Grantor’s claim to the mineral interest rested on the argument that the court should consider only the granting clause in its interpretation of the deed. The court held that the four corners rule articulated in Luckel v. White required them to look beyond the granting clause and to consider all of the language in the deed. The court then addressed the recurring issue in interpreting these common “three-paragraph” deeds when the deeds contain differing fractions in each of the three clauses. Such deeds were common in the 1930s, and, as the Texas Supreme Court has noted, one-eighth was then the “prevailing royalty.” The court reasoned that drafters tended to misunderstand what interest was owned by the lessor-grantors. The common mistake was the assumption that lessor-grantors owned only one-eighth of the mineral estate, while the other seven-eighths was owned by the lessees. Accordingly, when drafting a mineral deed, the drafter would assume that a lessor-grantor who wanted to convey one-half of his estate would thus convey one-half of his perceived one-eighth interest, or one-sixteenth of the total mineral estate. However, the lessor-grantor in fact retained the possibility of reverter in the entire mineral estate. The court cited to other cases in which similar three-paragraph deeds were construed to harmonize all parts of the deed to find that, notwithstanding the smaller fraction in the granting clause, the grantor intended to convey the larger interest. Thus, although the granting clause of the deed only purported to convey a one-sixteenth interest in the mineral estate, because the subject to clause conveyed one-half of the royalties, and because the future lease clause confirms that the Grantor believed Grantor’s estate was a 1/8 royalty interest, the court held that Grantor intended to grant one-half of what Grantor owned to Grantee.

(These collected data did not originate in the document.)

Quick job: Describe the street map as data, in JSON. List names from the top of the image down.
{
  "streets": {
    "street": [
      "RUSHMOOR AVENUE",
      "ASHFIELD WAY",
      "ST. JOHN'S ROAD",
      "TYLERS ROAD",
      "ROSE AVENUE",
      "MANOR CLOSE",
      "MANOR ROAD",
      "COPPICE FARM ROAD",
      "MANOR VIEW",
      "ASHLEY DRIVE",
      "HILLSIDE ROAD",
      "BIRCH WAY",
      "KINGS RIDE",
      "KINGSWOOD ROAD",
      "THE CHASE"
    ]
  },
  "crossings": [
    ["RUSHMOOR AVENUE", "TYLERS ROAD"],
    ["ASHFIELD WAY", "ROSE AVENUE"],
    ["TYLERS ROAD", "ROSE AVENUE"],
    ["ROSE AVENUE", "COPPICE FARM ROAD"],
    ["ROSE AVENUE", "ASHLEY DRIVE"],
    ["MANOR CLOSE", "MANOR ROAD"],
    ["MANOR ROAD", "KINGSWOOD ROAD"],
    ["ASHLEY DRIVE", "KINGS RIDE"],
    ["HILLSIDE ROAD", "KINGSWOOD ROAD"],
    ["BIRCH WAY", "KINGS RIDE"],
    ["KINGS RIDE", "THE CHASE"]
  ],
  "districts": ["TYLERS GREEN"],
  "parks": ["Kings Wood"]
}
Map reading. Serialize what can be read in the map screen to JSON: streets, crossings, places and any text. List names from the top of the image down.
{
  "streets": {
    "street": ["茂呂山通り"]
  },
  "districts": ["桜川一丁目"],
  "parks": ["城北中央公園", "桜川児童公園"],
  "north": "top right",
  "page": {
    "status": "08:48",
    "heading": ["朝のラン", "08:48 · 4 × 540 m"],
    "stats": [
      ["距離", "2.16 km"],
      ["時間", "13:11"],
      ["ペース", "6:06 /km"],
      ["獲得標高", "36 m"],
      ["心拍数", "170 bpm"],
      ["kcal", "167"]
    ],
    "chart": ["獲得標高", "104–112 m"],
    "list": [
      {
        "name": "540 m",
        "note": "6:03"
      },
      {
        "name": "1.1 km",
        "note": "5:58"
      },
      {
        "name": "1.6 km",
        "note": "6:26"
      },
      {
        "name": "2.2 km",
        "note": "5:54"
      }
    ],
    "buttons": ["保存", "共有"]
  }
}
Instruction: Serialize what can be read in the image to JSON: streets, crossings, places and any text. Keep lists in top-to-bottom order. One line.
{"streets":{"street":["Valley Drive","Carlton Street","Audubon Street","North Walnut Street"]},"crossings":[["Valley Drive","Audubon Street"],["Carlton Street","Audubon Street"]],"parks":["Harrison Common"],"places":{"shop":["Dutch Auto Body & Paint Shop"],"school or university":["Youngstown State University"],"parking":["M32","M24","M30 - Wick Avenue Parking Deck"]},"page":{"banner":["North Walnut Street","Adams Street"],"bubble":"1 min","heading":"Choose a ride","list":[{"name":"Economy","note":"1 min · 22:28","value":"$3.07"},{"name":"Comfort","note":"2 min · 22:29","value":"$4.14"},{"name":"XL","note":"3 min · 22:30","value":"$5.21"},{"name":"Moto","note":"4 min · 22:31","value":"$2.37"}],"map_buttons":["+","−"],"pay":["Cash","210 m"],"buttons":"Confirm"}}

Hernandez is significant for holding that clauses other than the granting clause in a 1930s three-paragraph deed can reveal the true intention of the grantor. When a granting clause conveys a one-sixteenth mineral interest, but the subject to clause and future lease clause demonstrate that the grantor intended to convey a one-half interest, the court will construe the deed as conveying a one-half interest, despite the language of the granting clause. This outcome rests on the assumption that the grantor misconceived the interest he owned as only a one-eighth royalty, rather than the entire mineral estate subject to an existing lease. The case continues the trend of applying the four corners rule and rejecting “two-grant” theory.